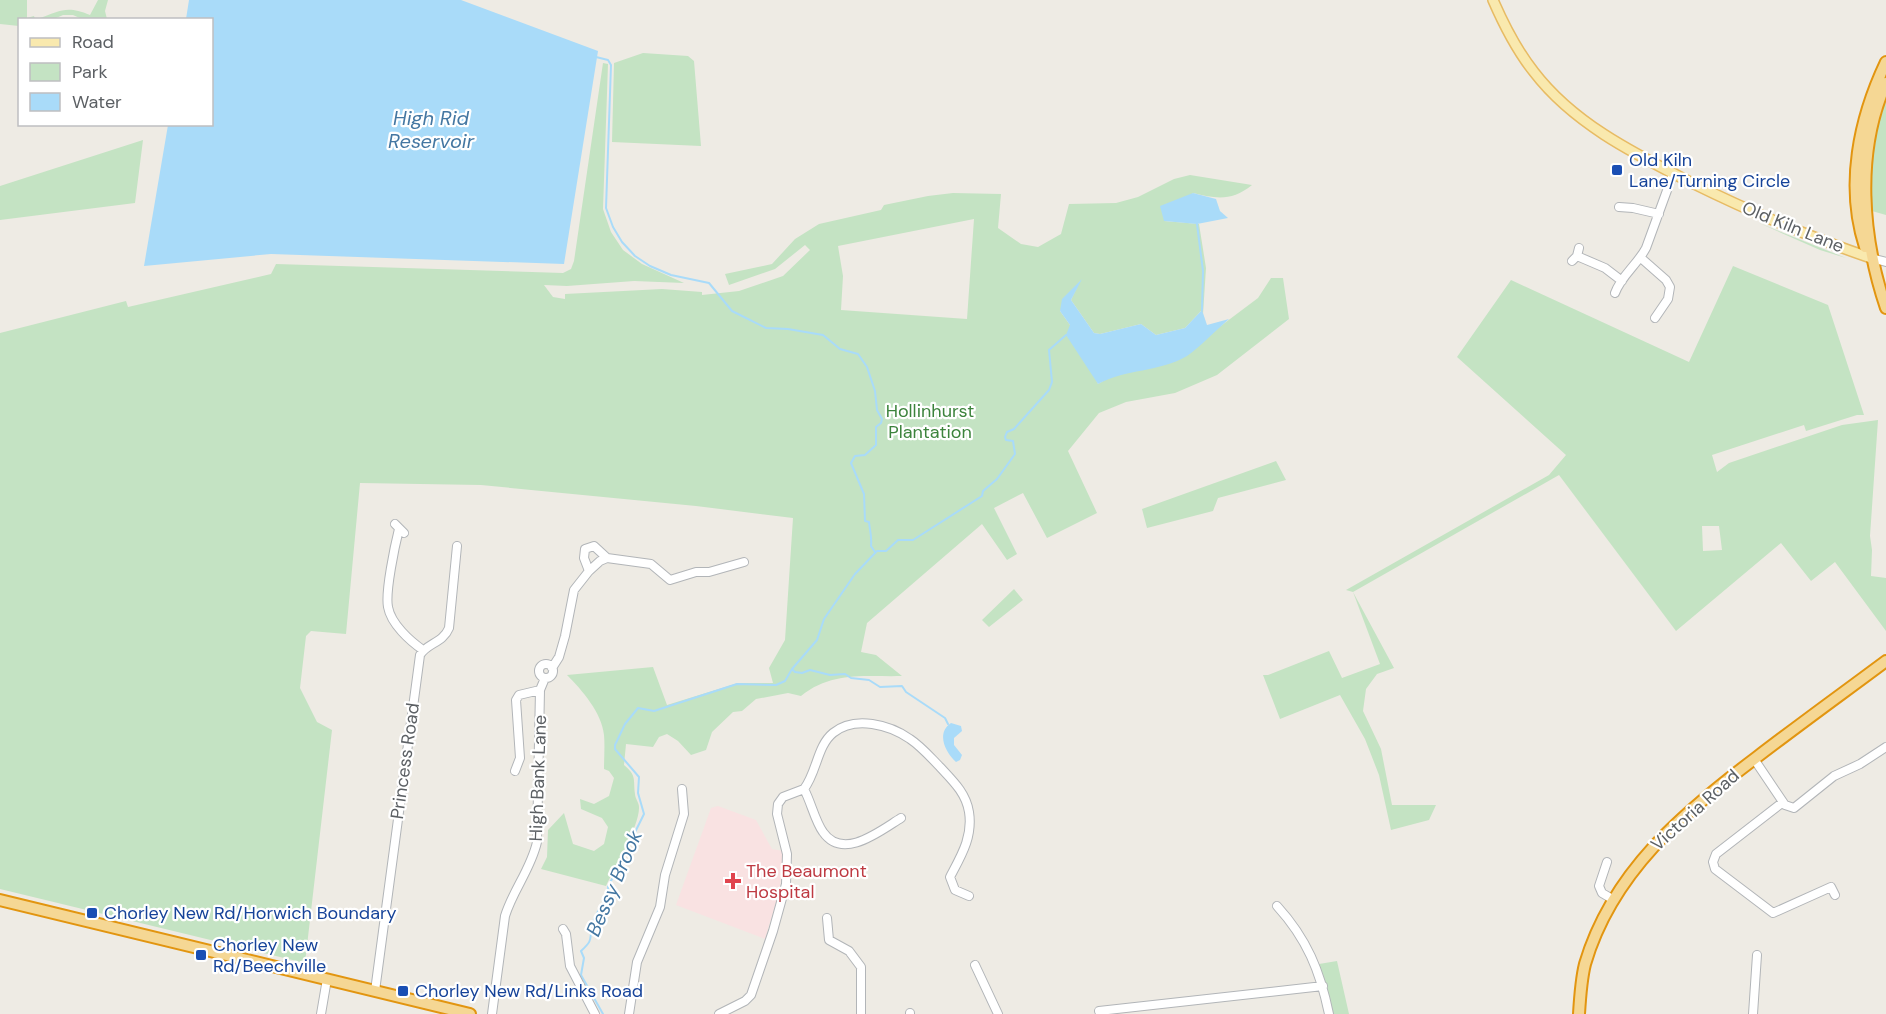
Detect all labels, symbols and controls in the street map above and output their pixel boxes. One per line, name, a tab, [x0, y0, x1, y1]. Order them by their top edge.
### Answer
legend	[18, 18, 213, 126]
text: Road	[72, 30, 114, 54]
text: Park	[72, 60, 108, 84]
text: Water	[72, 90, 122, 114]
water label: High Rid Reservoir	[388, 105, 475, 154]
place label: Old Kiln Lane/Turning Circle	[1629, 148, 1790, 193]
marker: Old Kiln Lane/Turning Circle	[1610, 163, 1624, 177]
street label: Old Kiln Lane	[1739, 196, 1847, 258]
park label: Hollinhurst Plantation	[886, 399, 974, 444]
street label: Princess Road	[385, 701, 425, 821]
street label: High Bank Lane	[524, 714, 552, 842]
street label: Victoria Road	[1646, 764, 1744, 856]
water label: Bessy Brook	[580, 825, 648, 940]
place label: The Beaumont Hospital	[746, 859, 867, 904]
marker: The Beaumont Hospital	[724, 872, 742, 890]
place label: Chorley New Rd/Horwich Boundary	[104, 901, 397, 925]
marker: Chorley New Rd/Horwich Boundary	[85, 906, 99, 920]
place label: Chorley New Rd/Beechville	[213, 933, 326, 978]
marker: Chorley New Rd/Beechville	[194, 948, 208, 962]
place label: Chorley New Rd/Links Road	[415, 979, 643, 1003]
marker: Chorley New Rd/Links Road	[396, 984, 410, 998]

------------------------------------------------------------------------

Work request:
Set down the material above as is, without any pictures.

Response box:
Detect all labels, symbols and controls in the street map above and output their pixel boxes. One per line, name, a tab, [x0, y0, x1, y1]. Order them by their top edge.
### Answer
legend	[18, 18, 213, 126]
text: Road	[72, 30, 114, 54]
text: Park	[72, 60, 108, 84]
text: Water	[72, 90, 122, 114]
water label: High Rid Reservoir	[388, 105, 475, 154]
place label: Old Kiln Lane/Turning Circle	[1629, 148, 1790, 193]
marker: Old Kiln Lane/Turning Circle	[1610, 163, 1624, 177]
street label: Old Kiln Lane	[1739, 196, 1847, 258]
park label: Hollinhurst Plantation	[886, 399, 974, 444]
street label: Princess Road	[385, 701, 425, 821]
street label: High Bank Lane	[524, 714, 552, 842]
street label: Victoria Road	[1646, 764, 1744, 856]
water label: Bessy Brook	[580, 825, 648, 940]
place label: The Beaumont Hospital	[746, 859, 867, 904]
marker: The Beaumont Hospital	[724, 872, 742, 890]
place label: Chorley New Rd/Horwich Boundary	[104, 901, 397, 925]
marker: Chorley New Rd/Horwich Boundary	[85, 906, 99, 920]
place label: Chorley New Rd/Beechville	[213, 933, 326, 978]
marker: Chorley New Rd/Beechville	[194, 948, 208, 962]
place label: Chorley New Rd/Links Road	[415, 979, 643, 1003]
marker: Chorley New Rd/Links Road	[396, 984, 410, 998]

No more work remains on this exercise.